Re: [Problem] Cache line starvation

From: Kurt Kanzenbach
Date: Thu Sep 27 2018 - 10:25:57 EST


Hi Will,

On Wed, Sep 26, 2018 at 01:53:02PM +0100, Will Deacon wrote:
> Hi all,
>
> On Fri, Sep 21, 2018 at 02:02:26PM +0200, Sebastian Andrzej Siewior wrote:
> > We reproducibly observe cache line starvation on a Core2Duo E6850 (2
> > cores), a i5-6400 SKL (4 cores) and on a NXP LS2044A ARM Cortex-A72 (4
> > cores).
> >
> > Instrumentation show always the picture:
> >
> > CPU0 CPU1
> > => do_syscall_64 => do_syscall_64
> > => SyS_ptrace => syscall_slow_exit_work
> > => ptrace_check_attach => ptrace_do_notify / rt_read_unlock
> > => wait_task_inactive rt_spin_lock_slowunlock()
> > -> while task_running() __rt_mutex_unlock_common()
> > / check_task_state() mark_wakeup_next_waiter()
> > | raw_spin_lock_irq(&p->pi_lock); raw_spin_lock(&current->pi_lock);
> > | . .
> > | raw_spin_unlock_irq(&p->pi_lock); .
> > \ cpu_relax() .
> > - .
> > *IRQ* <lock acquired>
> >
> > In the error case we observe that the while() loop is repeated more than
> > 5000 times which indicates that the pi_lock can be acquired. CPU1 on the
> > other side does not make progress waiting for the same lock with interrupts
> > disabled.
> >
> > This continues until an IRQ hits CPU0. Once CPU0 starts processing the IRQ
> > the other CPU is able to acquire pi_lock and the situation relaxes.
> >
> > Peter suggested to do a clwb(&p->pi_lock); before the cpu_relax() in
> > wait_task_inactive() which on both the Core2Duo and the SKL gets runtime
> > patched to clflush(). That hides it as well.
>
> Given the broadcast nature of cache-flushing, I'd be pretty nervous about
> adding it on anything other than a case-by-case basis. That doesn't sound
> like something we'd want to maintain... It would also be interesting to know
> whether the problem is actually before the cache (i.e. if the lock actually
> sits in the store buffer on CPU0). Does MFENCE/DSB after the unlock() help at
> all?
>
> We've previously seen something similar to this on arm64 in big/little
> systems where the big cores can loop around and re-take a spinlock before
> the little guys can get in the queue or take a ticket.

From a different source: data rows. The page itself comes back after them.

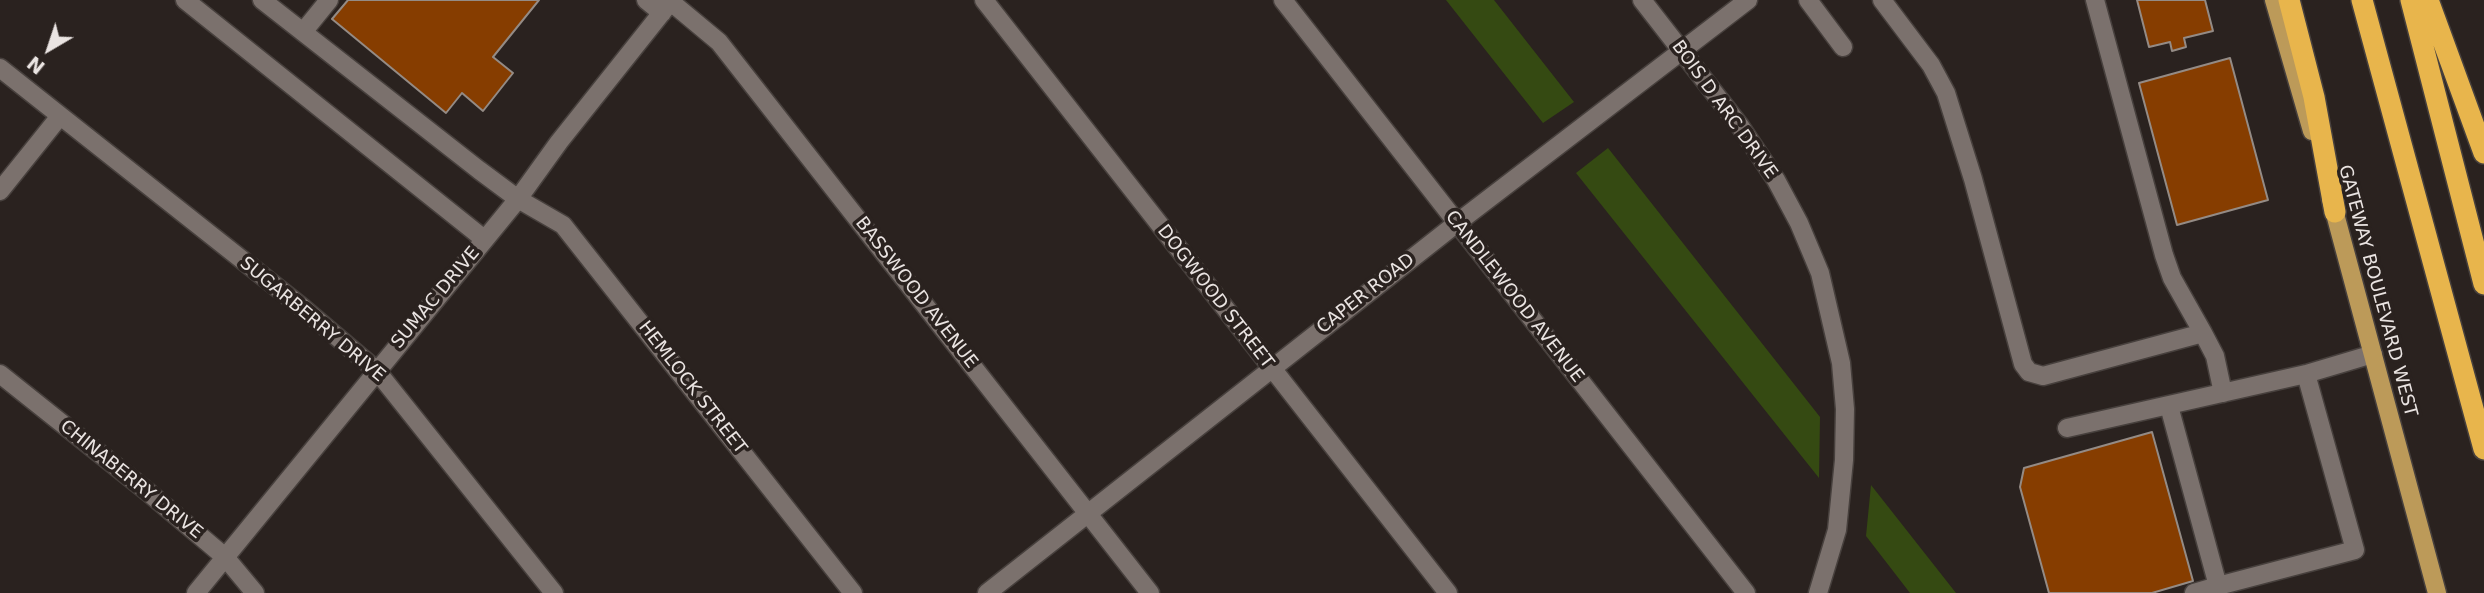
<!DOCTYPE html>
<html>
<head>
<meta charset="utf-8">
<style>
	body { margin:0 }
	#map { position:relative; width:2484px; height:593px; overflow:hidden; background:#2a221f; font-family:"DejaVu Sans",sans-serif }
	canvas { display:block }
	.north { position:absolute; left:14px; top:14px; width:70px; height:70px; -webkit-text-stroke:5px #2a221f; paint-order:stroke; rotate:219deg; font-size:19px; font-weight:700; line-height:28px; text-align:center; color:#eae4e2 }
	.north::after { content:''; display:block; margin:auto; width:24px; height:32px; background:#eae4e2; clip-path:polygon(50% 0,100% 100%,50% 72%,0 100%) }
</style>
</head>
<body>
<div id="map">
<canvas width="2484" height="593"></canvas>
<div class="north">N</div>
</div>
<script>
const context = document.querySelector('canvas').getContext('2d');
context.lineJoin = 'round';
function fillPath(path, color) { context.fillStyle = color; context.fill(path, 'evenodd'); }
const toPath = rows => new Path2D(rows.map(r => 'M' + r).join(''));
function strokePath(path, color, width, dash) { context.strokeStyle = color; context.lineWidth = width; context.lineCap = dash ? 'butt' : 'round'; context.setLineDash(dash || []); context.stroke(path); }
function label(font, color, halo, rows, align = 'center') {
  context.font = font + ' "DejaVu Sans",sans-serif'; context.lineWidth = 7; context.setLineDash([]); context.textBaseline = 'middle'; context.strokeStyle = halo; context.fillStyle = color; for (const [text, x, y, turn = 0] of rows) {
    context.save(); context.translate(x, y); context.rotate((+turn || 0) * Math.PI / 180); context.textAlign = isNaN(turn) ? turn : align; if (halo) context.strokeText(text, 0, 0); context.fillText(text, 0, 0); context.restore();
  }
}
fillPath(toPath([
	[1446,0,1494,0,1574,102,1543,123],
	[1608,148,1820,417,1819,478,1576,173],
	[1871,485,1956,593,1910,593,1866,536]
]), '#354a12');
const building = toPath([
	[348,0,539,0,493,57,513,73,483,111,462,93,446,113,332,19,348,0],
	[2137,0,2205,0,2213,31,2184,38,2186,47,2172,51,2170,42,2149,47,2137,0],
	[2230,58,2268,200,2177,225,2139,83,2230,58],
	[2152,432,2193,581,2152,593,2049,593,2020,487,2024,468,2152,432]
]);
fillPath(building, '#863d00');
strokePath(building, '#948b85', 2);
const minor = toPath([
	[185,0,484,239],
	[262,0,479,170,518,199,563,225,853,593],
	[646,0,662,13],
	[984,0,1448,593],
	[1283,0,1746,593],
	[1642,0,1740,126,1776,180,1799,223,1820,273,1841,363,1845,409,1844,460,1837,530,1818,593],
	[1808,0,1843,47],
	[1882,0,1931,65,1946,93,1973,179,2023,364,2029,372,2043,376,2203,333,2215,356,2223,393],
	[2095,0,2164,255,2172,278,2203,333],
	[671,2,719,42,1150,593],
	[303,32,329,0],
	[0,68,303,308,376,370,554,593],
	[0,191,60,116],
	[0,374,148,492,225,557,255,593],
	[2169,406,2218,586,2355,550,2306,374],
	[2067,428,2306,374,2373,354],
	[196,593,518,199,559,142,672,0],
	[987,593,1457,223,1748,0],
	[2194,593,2218,586]
]);
const major = toPath([
	[2274,0,2312,131],
	[2331,199,2437,593]
]);
const highway = toPath([
	[2289,0,2314,97,2335,212],
	[2362,0,2484,449],
	[2411,0,2484,284],
	[2428,0,2484,153]
]);
strokePath(minor, '#47403d', 21);
strokePath(major, '#47403d', 21);
strokePath(highway, '#47403d', 24);
strokePath(minor, '#7b716d', 18);
strokePath(major, '#bc9a59', 18);
strokePath(highway, '#e8b54c', 21);
label('18px', '#eae4e2', '#2a221f', [
	["BOIS D ARC DRIVE",1724,110,54],
	["GATEWAY BOULEVARD WEST",2377,291,75],
	["BASSWOOD AVENUE",916,293,52],
	["CAPER ROAD",1366,294,-38],
	["DOGWOOD STREET",1215,297,52],
	["CANDLEWOOD AVENUE",1514,297,52],
	["SUMAC DRIVE",436,298,-50],
	["SUGARBERRY DRIVE",312,320,40],
	["HEMLOCK STREET",692,388,52],
	["CHINABERRY DRIVE",131,480,39]
]);
</script>
</body>
</html>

I bodged that in
> cpu_relax(), but there's a magic heuristic which I couldn't figure out how
> to specify:
>
> https://lkml.org/lkml/2017/7/28/172
>
> For A72 (which is the core I think you're using) it would be interesting to
> try both:
>
> (1) Removing the prfm instruction from spin_lock(), and
> (2) Setting bit 42 of CPUACTLR_EL1 on each CPU (probably needs a
> firmware change)

correct, we use the Cortex A72.

I followed your suggestions. I've removed the prefetch instructions from
the spin lock implementation in the v4.9 kernel. In addition I've
modified armv8/start.S in U-Boot to setup bit 42 in CPUACTLR_EL1
(S3_1_c15_c2_0). We've also made sure, that this bit is actually written
for each CPU by reading their register value in the kernel.

However, the issue still triggers fine. With stress-ng we're able to
generate latency in millisecond range. The only workaround we've found
so far is to add a "delay" in cpu_relax().

Any ideas, what we can test further?

Thanks,
Kurt

>
> That should prevent the lock() operation from speculatively pulling in the
> cacheline in a unique state.
>
> More recent Arm CPUs have atomic instructions which, apart from CAS,
> *should* avoid this starvation issue entirely.
>
> Will
>